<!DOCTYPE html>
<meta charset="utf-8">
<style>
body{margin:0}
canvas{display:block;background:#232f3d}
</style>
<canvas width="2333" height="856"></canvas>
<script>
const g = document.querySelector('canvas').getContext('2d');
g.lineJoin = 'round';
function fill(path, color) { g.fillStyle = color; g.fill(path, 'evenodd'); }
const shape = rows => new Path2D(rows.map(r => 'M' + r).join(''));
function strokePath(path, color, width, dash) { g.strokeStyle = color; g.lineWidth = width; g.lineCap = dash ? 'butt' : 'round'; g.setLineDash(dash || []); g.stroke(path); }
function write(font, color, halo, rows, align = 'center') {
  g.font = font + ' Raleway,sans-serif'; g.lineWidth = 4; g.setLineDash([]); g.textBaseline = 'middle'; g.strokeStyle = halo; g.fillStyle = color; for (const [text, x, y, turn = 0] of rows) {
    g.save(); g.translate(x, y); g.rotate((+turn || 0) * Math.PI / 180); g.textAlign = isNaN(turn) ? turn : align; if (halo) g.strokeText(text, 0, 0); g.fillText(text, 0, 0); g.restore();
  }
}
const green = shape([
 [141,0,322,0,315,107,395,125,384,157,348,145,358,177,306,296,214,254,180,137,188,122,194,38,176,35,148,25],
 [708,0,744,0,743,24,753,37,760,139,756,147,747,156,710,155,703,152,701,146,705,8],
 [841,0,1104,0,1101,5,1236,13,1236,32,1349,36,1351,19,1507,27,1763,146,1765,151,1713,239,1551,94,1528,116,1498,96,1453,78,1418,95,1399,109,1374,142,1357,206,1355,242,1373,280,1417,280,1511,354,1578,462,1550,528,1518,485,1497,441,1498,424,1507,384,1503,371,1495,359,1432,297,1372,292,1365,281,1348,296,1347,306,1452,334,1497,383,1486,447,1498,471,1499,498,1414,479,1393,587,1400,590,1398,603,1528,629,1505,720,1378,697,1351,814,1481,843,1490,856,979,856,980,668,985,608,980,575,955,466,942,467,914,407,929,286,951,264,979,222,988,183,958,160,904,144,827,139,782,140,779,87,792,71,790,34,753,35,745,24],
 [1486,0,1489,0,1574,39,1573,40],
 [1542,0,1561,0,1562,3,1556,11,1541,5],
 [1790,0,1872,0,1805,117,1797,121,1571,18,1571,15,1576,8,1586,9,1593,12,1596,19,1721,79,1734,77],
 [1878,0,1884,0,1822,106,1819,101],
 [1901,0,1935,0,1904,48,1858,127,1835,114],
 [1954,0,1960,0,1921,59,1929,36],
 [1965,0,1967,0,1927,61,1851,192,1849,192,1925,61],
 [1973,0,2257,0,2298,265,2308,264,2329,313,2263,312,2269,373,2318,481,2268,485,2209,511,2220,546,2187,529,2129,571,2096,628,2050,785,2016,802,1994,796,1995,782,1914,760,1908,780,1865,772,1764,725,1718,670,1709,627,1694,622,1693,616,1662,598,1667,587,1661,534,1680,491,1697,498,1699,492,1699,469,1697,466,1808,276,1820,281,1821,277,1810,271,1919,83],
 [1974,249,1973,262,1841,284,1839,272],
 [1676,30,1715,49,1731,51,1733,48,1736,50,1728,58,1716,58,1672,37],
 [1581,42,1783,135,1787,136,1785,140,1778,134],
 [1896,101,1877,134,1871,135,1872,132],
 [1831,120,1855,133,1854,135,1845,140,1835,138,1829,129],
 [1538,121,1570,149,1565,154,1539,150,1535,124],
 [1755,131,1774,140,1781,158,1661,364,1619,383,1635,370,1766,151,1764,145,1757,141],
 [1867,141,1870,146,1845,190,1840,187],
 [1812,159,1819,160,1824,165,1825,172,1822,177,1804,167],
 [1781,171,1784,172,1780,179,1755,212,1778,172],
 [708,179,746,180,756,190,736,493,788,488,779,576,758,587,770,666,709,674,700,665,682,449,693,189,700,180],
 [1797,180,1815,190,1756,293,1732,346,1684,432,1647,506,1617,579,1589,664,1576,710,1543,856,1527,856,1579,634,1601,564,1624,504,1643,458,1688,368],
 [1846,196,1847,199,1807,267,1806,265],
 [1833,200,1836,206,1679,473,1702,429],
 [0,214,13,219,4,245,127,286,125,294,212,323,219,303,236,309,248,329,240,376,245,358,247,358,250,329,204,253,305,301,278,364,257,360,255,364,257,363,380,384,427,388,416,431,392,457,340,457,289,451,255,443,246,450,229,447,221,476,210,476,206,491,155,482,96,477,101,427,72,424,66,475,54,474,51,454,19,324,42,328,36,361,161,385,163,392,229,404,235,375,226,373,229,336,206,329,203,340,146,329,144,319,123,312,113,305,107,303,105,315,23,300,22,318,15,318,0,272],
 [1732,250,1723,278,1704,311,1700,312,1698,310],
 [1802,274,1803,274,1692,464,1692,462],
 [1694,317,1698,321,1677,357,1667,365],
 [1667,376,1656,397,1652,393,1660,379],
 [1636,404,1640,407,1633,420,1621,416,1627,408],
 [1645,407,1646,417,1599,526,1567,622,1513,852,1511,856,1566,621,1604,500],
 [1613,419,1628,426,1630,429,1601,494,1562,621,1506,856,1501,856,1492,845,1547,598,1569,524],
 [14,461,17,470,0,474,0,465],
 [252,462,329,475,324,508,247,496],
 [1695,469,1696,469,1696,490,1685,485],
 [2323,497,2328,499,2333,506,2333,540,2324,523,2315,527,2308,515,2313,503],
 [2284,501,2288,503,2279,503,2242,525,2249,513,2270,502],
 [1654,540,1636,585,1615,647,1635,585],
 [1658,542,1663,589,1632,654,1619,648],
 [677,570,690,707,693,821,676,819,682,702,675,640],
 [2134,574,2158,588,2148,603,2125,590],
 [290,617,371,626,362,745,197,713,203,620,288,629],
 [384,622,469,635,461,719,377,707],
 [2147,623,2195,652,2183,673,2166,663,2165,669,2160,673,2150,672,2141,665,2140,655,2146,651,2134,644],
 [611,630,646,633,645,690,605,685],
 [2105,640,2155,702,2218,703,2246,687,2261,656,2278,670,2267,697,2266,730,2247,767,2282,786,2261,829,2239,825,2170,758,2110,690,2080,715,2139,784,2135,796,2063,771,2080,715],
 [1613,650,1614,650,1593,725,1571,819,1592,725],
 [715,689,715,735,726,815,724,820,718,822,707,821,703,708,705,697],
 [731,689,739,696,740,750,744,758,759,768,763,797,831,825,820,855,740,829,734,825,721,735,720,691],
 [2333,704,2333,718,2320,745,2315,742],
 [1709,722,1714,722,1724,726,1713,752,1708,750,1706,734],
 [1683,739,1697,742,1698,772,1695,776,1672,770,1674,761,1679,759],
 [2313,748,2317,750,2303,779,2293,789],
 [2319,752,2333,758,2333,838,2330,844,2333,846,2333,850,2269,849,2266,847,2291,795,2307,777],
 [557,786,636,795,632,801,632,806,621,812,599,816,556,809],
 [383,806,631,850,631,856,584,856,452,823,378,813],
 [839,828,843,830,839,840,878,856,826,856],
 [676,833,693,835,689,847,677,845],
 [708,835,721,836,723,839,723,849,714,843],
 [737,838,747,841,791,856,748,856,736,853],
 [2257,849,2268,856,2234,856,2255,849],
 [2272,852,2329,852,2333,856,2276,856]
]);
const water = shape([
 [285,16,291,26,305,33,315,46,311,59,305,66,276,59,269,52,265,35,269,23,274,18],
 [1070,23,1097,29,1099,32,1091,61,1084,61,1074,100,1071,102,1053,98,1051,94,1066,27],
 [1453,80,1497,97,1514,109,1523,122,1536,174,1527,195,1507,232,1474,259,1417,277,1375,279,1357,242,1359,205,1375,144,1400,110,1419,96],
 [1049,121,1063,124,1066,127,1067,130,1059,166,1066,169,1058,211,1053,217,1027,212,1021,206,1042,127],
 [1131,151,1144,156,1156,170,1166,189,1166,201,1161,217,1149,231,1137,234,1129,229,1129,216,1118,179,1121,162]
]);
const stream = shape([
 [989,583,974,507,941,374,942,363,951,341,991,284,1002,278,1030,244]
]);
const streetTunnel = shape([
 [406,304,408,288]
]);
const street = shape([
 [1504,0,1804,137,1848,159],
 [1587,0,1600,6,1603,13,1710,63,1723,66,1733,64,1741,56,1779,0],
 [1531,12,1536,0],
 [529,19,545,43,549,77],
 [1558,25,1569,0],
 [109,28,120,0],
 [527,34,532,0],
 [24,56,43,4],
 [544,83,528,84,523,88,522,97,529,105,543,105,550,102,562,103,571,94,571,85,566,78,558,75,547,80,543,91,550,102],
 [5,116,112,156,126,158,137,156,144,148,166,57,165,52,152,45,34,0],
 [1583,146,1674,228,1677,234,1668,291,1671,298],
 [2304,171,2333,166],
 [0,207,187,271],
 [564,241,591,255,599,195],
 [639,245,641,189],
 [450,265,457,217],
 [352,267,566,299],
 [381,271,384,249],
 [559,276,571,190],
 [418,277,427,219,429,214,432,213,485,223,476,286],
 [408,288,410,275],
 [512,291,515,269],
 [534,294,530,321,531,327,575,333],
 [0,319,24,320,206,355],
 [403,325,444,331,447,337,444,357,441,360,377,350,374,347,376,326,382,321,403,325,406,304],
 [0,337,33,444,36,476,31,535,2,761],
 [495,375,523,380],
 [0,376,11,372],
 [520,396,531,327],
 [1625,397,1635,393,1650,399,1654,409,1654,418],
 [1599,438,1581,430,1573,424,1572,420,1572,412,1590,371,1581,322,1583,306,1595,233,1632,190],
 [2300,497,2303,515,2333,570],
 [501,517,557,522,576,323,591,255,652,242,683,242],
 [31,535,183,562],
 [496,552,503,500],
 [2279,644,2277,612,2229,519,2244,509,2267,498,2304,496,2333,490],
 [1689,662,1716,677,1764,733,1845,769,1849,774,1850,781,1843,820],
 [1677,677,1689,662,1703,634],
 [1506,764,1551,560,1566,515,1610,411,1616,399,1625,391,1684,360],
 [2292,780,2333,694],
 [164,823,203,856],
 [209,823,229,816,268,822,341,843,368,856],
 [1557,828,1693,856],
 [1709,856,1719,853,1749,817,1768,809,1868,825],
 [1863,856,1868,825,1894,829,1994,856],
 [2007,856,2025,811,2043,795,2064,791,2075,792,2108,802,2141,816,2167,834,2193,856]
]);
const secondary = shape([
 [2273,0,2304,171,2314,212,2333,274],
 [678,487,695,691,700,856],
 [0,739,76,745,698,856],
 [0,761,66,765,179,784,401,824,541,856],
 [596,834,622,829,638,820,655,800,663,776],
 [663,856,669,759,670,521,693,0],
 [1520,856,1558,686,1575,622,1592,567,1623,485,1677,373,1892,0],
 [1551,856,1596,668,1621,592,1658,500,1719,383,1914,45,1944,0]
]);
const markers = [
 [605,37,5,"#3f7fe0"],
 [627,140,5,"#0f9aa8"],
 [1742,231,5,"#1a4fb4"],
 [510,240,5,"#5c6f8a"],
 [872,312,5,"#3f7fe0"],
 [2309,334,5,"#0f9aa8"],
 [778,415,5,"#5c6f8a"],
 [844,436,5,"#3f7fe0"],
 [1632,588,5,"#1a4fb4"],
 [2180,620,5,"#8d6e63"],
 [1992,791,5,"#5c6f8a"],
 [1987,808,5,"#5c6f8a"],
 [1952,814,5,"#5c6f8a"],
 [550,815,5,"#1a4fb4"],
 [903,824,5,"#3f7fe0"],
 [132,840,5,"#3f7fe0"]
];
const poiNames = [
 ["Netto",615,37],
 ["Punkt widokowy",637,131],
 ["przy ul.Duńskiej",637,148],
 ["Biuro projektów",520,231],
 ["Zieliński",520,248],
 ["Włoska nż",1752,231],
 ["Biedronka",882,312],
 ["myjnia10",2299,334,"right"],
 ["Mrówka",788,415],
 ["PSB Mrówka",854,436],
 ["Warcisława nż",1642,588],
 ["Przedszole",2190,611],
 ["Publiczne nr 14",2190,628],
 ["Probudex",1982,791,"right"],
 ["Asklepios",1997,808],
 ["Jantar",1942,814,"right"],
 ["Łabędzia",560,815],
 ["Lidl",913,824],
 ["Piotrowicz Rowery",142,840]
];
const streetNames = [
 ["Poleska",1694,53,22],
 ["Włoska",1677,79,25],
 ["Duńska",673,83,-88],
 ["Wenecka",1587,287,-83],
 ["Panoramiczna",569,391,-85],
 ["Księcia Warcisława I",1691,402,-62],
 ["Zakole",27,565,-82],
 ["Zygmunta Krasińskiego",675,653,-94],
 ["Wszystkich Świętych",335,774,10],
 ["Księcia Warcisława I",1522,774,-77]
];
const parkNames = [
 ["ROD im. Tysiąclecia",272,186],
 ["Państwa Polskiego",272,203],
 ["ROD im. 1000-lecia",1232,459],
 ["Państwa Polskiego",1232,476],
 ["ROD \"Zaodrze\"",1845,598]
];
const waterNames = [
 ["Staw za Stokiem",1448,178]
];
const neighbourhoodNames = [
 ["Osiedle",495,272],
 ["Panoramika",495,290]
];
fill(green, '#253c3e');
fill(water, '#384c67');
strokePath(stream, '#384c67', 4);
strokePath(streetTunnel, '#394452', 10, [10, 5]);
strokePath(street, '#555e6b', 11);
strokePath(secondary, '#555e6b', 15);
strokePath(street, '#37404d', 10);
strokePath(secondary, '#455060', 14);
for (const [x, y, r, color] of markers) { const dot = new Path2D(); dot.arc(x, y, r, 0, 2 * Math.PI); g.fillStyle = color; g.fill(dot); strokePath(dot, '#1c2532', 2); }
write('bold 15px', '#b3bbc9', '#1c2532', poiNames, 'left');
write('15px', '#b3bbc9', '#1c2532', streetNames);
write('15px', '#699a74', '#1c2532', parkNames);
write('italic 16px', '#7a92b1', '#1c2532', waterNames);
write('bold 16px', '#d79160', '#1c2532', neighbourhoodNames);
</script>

• • •

Exercise instructions: Whenever a line includes the word "rows", pull it out of the entries.

Response to the exercise:
const shape = rows => new Path2D(rows.map(r => 'M' + r).join(''));
function write(font, color, halo, rows, align = 'center') {
  g.font = font + ' Raleway,sans-serif'; g.lineWidth = 4; g.setLineDash([]); g.textBaseline = 'middle'; g.strokeStyle = halo; g.fillStyle = color; for (const [text, x, y, turn = 0] of rows) {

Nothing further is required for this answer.